Stored data entries
-.-.-

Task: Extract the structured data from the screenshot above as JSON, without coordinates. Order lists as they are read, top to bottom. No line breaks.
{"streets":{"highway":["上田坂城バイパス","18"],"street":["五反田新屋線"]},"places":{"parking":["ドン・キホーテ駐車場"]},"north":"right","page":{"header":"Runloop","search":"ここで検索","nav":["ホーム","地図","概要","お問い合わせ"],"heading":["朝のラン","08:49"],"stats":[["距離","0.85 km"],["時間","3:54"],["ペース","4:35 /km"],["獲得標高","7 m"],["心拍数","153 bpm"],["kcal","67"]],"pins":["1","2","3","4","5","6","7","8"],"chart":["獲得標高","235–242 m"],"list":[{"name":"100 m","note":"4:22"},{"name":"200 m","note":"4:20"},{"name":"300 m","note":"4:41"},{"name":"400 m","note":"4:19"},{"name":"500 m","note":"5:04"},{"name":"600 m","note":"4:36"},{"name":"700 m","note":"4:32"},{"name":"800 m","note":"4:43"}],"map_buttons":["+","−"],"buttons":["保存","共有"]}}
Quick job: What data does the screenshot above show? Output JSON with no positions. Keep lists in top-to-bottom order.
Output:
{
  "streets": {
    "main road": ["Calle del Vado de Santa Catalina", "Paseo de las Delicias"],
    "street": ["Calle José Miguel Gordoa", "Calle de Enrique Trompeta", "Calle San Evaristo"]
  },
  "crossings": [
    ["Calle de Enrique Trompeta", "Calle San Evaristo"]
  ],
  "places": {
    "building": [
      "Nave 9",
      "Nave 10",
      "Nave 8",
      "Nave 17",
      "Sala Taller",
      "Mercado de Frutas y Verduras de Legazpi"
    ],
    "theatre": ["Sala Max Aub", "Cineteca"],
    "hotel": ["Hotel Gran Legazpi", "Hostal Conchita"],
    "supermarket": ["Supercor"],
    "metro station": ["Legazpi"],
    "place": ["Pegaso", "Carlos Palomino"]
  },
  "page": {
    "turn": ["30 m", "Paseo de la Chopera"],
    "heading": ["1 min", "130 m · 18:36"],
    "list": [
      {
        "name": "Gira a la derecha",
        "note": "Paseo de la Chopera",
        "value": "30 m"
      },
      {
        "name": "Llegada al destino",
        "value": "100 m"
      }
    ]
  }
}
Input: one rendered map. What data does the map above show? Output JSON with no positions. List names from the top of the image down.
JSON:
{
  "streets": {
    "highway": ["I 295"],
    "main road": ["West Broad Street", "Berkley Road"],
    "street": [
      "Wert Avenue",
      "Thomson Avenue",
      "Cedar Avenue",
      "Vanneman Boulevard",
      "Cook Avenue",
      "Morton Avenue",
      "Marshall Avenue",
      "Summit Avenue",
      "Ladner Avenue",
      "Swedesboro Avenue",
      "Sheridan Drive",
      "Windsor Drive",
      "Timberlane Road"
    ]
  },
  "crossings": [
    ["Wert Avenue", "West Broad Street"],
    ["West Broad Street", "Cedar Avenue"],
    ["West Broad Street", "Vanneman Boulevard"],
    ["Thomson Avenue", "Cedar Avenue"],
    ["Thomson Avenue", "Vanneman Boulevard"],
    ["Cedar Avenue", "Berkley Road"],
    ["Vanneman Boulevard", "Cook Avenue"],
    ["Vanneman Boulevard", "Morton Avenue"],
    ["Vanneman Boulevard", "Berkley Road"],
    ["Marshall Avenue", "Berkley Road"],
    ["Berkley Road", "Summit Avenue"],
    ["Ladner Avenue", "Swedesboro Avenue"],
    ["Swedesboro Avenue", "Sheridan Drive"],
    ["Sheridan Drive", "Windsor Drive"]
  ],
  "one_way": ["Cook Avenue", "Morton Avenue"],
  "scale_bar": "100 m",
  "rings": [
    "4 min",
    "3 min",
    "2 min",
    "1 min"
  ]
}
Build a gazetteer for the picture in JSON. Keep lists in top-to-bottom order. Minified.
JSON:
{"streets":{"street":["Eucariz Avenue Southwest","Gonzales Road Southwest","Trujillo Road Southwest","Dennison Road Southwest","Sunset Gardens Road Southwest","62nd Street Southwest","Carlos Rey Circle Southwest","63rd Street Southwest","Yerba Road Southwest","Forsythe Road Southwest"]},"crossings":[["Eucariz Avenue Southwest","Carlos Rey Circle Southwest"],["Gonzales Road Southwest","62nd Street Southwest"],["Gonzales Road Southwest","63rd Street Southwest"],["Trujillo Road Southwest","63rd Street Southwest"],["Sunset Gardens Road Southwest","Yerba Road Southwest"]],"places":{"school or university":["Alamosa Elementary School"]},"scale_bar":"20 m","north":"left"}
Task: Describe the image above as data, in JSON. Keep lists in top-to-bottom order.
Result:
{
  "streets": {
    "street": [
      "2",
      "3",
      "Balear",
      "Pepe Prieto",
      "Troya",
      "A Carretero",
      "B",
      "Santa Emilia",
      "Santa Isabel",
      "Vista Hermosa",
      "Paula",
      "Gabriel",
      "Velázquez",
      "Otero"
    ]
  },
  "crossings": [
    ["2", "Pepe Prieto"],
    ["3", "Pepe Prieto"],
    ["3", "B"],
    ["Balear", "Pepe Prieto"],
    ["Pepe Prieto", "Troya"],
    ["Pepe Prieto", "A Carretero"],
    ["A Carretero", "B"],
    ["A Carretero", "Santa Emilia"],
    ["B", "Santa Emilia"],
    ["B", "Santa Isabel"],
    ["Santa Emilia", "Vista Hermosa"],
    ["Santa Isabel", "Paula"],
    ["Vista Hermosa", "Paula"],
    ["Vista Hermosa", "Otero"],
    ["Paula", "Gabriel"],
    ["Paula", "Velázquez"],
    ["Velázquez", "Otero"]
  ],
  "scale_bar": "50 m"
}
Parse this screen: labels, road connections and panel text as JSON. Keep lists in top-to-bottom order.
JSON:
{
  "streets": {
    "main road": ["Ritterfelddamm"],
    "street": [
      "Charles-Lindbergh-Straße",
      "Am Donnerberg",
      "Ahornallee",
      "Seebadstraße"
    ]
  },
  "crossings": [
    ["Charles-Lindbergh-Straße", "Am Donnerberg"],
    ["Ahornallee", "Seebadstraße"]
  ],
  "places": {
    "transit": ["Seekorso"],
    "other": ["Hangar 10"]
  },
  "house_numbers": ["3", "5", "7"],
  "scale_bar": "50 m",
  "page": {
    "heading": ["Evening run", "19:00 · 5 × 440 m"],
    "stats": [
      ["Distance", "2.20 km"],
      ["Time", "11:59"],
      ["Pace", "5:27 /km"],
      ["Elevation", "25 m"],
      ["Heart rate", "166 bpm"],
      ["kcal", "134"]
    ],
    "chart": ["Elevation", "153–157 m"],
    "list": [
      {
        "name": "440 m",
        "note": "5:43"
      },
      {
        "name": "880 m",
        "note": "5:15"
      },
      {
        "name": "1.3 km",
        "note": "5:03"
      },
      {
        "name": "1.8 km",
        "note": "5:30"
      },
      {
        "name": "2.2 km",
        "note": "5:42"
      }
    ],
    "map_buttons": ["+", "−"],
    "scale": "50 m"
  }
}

-.-.-

• WORK TO BE COMPLETED:
Determine how many lines in the records contain "Lindbergh", and reply with the number only.

• THE ANSWER:
2